Babylon, the city which was to be the place of captivity of the Jews, was the home of the Chaldeans, who are believed not to have been the sons of Gush, like the Assyrians whom they had conquered at Nineveh, but to have been at first a wandering tribe of the north, and to have descended from Japhet. They had nearly the same gods as the Ninevites, but thought the special protector of their city was Bel-Merodach, the name by which they called the planet Jupiter. They were such great observers of the courses of the stars, that astronomy is said to have begun with them; but this was chiefly because they fancied that the heavenly bodies would help them to foretel coming events, for they put great faith in soothsayers. They settled upon the bank of the Euphrates, near the ruins of the Tower of Babel, round which a city arose, sometimes free, sometimes under the power of the King of Nineveh.

In the time of the weak and luxurious Saracus, Nabopolassar was governor of Babylon. He joined himself to the Medea, giving his son, Nebuchadnezzar, in marriage to the Median Princess Amytis; and as has already been said, the two nations together destroyed Nineveh, after which, Babylon became the head of the Assyrian Empire, and Nebuchadnezzar was the king.

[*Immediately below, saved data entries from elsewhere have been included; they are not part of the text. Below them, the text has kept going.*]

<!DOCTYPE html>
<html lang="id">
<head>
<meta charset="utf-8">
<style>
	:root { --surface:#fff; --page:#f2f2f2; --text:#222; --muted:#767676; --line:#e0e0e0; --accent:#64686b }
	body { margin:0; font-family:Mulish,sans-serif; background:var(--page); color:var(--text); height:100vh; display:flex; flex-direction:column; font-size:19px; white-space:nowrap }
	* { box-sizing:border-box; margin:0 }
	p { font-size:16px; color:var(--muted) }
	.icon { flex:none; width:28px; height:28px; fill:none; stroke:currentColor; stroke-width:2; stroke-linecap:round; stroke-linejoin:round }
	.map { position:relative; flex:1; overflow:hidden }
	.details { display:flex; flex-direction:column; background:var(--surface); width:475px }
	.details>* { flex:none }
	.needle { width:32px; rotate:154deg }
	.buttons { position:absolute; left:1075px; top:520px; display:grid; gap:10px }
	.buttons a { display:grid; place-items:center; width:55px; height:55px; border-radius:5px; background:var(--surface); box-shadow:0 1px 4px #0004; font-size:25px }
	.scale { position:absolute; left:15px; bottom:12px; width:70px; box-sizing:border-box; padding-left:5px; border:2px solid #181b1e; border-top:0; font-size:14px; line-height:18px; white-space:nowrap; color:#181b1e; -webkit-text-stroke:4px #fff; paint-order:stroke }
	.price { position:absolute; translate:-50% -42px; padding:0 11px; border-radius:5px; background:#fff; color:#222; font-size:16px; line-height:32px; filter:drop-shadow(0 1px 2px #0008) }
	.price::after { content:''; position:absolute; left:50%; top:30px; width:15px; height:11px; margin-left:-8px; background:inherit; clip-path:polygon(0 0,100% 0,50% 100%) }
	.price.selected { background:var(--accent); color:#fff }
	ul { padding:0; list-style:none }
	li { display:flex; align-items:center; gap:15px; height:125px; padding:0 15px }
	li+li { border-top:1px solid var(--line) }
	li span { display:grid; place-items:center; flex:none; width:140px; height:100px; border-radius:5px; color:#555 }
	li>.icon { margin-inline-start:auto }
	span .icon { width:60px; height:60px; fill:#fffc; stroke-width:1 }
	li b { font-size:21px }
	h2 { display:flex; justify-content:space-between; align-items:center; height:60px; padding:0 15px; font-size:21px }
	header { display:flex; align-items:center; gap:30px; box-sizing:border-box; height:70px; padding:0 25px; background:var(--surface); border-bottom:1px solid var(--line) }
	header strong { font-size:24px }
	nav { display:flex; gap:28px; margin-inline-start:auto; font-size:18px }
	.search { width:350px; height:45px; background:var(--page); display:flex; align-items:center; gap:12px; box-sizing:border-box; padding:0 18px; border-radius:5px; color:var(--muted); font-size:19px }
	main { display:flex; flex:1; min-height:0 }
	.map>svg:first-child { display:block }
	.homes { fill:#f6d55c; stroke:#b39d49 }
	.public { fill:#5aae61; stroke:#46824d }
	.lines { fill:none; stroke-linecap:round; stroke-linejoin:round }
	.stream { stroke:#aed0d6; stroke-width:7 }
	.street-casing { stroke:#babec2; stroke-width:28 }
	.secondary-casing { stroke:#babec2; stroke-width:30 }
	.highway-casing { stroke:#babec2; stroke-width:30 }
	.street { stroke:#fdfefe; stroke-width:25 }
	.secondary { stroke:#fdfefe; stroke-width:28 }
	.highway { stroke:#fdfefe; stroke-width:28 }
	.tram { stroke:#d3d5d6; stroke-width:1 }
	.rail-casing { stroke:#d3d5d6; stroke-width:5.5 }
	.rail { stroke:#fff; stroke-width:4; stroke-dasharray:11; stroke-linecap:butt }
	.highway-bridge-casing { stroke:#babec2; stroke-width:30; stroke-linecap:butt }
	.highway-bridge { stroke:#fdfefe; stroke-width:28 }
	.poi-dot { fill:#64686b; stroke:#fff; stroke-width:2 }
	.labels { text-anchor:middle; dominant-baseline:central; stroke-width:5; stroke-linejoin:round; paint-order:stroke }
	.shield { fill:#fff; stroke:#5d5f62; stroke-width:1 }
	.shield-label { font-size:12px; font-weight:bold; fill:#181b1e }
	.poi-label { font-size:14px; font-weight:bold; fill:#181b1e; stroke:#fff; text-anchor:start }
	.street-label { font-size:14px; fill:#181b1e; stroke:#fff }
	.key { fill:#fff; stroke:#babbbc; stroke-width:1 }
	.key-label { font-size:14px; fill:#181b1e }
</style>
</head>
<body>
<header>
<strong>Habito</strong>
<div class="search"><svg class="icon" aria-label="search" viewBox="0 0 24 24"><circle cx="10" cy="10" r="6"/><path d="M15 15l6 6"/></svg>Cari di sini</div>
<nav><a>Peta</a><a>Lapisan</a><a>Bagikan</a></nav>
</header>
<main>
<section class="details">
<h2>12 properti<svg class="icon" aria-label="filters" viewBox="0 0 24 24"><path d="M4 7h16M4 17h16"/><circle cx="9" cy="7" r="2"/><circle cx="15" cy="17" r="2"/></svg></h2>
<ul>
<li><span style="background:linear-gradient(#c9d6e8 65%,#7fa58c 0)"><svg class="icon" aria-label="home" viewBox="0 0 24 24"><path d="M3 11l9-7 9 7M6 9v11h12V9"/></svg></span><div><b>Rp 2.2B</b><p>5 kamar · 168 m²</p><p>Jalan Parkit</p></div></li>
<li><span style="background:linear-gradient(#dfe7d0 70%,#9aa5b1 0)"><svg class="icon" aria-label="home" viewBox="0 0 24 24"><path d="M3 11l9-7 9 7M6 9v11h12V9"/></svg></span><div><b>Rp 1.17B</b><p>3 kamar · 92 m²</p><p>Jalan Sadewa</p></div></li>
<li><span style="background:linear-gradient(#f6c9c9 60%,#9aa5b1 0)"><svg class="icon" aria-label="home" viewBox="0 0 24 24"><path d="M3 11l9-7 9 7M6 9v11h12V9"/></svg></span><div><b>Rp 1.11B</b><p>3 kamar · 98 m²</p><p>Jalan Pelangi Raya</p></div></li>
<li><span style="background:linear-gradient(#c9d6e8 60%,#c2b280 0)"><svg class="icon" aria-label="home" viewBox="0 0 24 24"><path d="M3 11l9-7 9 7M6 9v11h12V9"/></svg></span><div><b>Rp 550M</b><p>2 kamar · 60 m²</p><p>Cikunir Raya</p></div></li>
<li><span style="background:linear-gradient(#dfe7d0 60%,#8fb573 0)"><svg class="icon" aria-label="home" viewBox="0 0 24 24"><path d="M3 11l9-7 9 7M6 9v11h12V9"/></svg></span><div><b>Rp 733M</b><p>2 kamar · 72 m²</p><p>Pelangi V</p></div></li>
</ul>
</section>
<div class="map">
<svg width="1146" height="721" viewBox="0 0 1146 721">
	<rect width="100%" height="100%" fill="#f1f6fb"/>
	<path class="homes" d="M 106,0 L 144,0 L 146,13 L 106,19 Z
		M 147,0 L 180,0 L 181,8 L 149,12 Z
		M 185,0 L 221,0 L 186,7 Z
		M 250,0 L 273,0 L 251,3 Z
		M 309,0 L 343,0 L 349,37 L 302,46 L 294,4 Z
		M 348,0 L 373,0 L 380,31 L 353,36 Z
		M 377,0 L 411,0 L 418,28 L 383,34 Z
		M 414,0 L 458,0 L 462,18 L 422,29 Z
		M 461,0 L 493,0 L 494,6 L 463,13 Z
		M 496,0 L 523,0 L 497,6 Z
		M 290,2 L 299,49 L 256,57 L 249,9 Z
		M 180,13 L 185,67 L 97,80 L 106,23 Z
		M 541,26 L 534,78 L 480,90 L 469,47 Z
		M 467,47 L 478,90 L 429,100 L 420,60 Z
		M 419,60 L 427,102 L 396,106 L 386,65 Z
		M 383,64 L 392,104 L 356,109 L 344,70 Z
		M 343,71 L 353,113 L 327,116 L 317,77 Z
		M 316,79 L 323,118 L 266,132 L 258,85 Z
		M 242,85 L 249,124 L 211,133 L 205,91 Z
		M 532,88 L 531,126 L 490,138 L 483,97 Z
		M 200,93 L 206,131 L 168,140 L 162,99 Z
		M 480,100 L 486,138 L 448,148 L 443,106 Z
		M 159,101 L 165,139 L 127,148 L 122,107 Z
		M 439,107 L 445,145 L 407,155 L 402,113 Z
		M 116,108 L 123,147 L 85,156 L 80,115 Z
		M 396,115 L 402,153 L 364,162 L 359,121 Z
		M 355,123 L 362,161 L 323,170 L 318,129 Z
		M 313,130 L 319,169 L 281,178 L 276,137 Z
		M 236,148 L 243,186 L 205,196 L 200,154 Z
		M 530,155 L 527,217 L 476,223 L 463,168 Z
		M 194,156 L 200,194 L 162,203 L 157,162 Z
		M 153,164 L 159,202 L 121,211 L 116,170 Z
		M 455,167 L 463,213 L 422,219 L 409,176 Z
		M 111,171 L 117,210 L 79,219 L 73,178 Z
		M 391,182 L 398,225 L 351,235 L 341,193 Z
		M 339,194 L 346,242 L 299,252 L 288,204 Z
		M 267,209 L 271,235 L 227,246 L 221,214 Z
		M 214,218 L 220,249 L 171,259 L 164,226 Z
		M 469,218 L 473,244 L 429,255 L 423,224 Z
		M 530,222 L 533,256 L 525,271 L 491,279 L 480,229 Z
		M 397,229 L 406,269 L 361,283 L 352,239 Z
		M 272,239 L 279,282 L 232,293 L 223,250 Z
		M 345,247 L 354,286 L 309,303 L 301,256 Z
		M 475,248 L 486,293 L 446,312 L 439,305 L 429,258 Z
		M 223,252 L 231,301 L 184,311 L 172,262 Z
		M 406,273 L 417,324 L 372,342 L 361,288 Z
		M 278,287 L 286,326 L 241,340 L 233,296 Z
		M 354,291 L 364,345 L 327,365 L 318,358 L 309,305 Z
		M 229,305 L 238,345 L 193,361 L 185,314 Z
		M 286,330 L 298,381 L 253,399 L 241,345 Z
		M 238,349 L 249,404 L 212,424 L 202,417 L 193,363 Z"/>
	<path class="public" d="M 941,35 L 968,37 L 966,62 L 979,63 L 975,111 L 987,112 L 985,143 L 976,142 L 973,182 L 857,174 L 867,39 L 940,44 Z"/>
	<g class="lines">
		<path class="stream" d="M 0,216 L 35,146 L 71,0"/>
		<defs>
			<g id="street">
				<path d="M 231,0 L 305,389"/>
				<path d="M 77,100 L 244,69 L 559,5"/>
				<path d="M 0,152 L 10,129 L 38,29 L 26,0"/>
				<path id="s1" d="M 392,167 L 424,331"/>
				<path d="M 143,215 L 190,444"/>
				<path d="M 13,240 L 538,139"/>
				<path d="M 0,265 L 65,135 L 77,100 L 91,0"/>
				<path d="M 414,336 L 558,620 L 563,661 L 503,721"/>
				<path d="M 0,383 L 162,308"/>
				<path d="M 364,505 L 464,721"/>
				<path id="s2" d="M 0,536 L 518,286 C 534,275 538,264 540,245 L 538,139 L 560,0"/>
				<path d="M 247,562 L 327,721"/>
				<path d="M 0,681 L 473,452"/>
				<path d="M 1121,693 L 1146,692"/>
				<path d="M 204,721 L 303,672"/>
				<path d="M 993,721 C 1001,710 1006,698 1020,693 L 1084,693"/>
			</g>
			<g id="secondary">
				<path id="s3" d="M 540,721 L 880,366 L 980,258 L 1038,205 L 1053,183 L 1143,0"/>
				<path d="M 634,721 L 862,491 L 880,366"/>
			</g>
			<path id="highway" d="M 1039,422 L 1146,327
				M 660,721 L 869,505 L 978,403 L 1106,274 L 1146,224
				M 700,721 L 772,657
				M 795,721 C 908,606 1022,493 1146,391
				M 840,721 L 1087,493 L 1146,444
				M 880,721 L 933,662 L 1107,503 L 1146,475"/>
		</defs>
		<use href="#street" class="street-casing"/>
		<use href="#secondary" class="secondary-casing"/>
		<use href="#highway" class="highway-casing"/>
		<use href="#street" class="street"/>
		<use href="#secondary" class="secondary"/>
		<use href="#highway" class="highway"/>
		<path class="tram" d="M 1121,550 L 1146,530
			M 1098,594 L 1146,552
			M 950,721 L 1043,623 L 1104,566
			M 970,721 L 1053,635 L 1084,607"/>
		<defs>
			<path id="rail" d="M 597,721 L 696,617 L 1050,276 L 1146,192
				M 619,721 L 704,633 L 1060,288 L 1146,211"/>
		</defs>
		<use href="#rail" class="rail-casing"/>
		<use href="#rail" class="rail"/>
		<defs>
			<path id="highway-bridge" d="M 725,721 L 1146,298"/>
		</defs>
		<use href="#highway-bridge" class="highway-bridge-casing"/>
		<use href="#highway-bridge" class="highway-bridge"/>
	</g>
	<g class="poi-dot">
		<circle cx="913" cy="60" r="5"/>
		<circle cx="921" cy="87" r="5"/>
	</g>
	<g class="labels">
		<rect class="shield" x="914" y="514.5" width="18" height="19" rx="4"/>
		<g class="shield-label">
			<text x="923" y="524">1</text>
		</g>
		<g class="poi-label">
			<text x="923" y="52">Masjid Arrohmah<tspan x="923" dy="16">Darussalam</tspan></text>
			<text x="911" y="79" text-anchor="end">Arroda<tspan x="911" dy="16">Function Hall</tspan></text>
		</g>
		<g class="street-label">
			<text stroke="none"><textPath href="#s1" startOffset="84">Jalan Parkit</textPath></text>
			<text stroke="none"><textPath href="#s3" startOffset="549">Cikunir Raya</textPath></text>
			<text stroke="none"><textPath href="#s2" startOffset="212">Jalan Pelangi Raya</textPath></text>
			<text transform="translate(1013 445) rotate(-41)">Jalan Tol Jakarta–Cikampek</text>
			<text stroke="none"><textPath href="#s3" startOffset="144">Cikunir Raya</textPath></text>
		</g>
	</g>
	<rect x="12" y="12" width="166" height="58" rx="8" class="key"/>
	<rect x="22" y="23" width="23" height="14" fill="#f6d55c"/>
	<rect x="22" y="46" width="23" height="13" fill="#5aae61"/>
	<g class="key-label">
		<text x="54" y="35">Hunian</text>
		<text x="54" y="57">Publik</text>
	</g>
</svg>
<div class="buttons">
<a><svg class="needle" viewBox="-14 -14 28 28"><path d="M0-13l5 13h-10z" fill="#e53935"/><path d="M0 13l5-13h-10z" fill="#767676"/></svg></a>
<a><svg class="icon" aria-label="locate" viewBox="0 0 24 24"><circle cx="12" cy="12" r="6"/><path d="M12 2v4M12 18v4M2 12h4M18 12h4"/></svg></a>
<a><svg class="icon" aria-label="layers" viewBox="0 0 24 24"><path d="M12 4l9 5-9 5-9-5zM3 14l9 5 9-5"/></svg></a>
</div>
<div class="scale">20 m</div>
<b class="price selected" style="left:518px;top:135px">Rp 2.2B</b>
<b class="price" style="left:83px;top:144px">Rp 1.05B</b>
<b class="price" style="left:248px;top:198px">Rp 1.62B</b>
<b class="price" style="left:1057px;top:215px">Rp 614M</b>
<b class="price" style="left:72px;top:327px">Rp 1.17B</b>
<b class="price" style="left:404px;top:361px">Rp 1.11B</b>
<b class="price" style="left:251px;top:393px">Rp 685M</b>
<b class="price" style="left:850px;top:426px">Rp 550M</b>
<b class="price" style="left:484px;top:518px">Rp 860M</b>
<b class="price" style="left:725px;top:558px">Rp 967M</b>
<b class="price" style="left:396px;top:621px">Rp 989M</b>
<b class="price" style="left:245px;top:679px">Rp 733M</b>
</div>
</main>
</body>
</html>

He made the city exceedingly grand and beautiful. It was fifty five miles in circuit, square, surrounded by a wall eighty-seven feet thick, and three hundred and fifty high, with houses and a street on the top, and an enormous ditch filled with water all round, another lesser wall some way within. There were one hundred brazen gates in the wall, besides two larger gateways upon the Euphrates, which ran through the middle, dividing the city into two parts. It was full of streets and houses, with such fields and vineyards, that it was like a whole country walled in; and the soil was exceedingly rich, being all brought down from the Armenian hills by the Euphrates. As this river rose in the mountains of Armenia, it used to overflow in the spring, when the snows melted and swelled the stream; but to prevent mischief, the country was covered with a network of canals, to draw off the water in safety. The pride of the city was the Temple of Bel, which is thought to have been built on a fragment of the Tower of Babel. It was a pile of enormous height, with seven stages in honour of the seven planets then known, and with a winding ascent leading from one to the other. On the top was the shrine, where stood Bel's golden image, twelve cubits high, and before it a golden table where meats and wine were served up to him. On either side of the river were two palaces, joined together by a bridge, and the nearer one, four miles round, with wonderful grounds, containing what were called the hanging gardens, namely, a hill which Nebuchadnezzar had caused to be raised by heaping up earth, and planted with trees, to please his Median queen, whose eye pined for her native mountains in the flats of Babylon.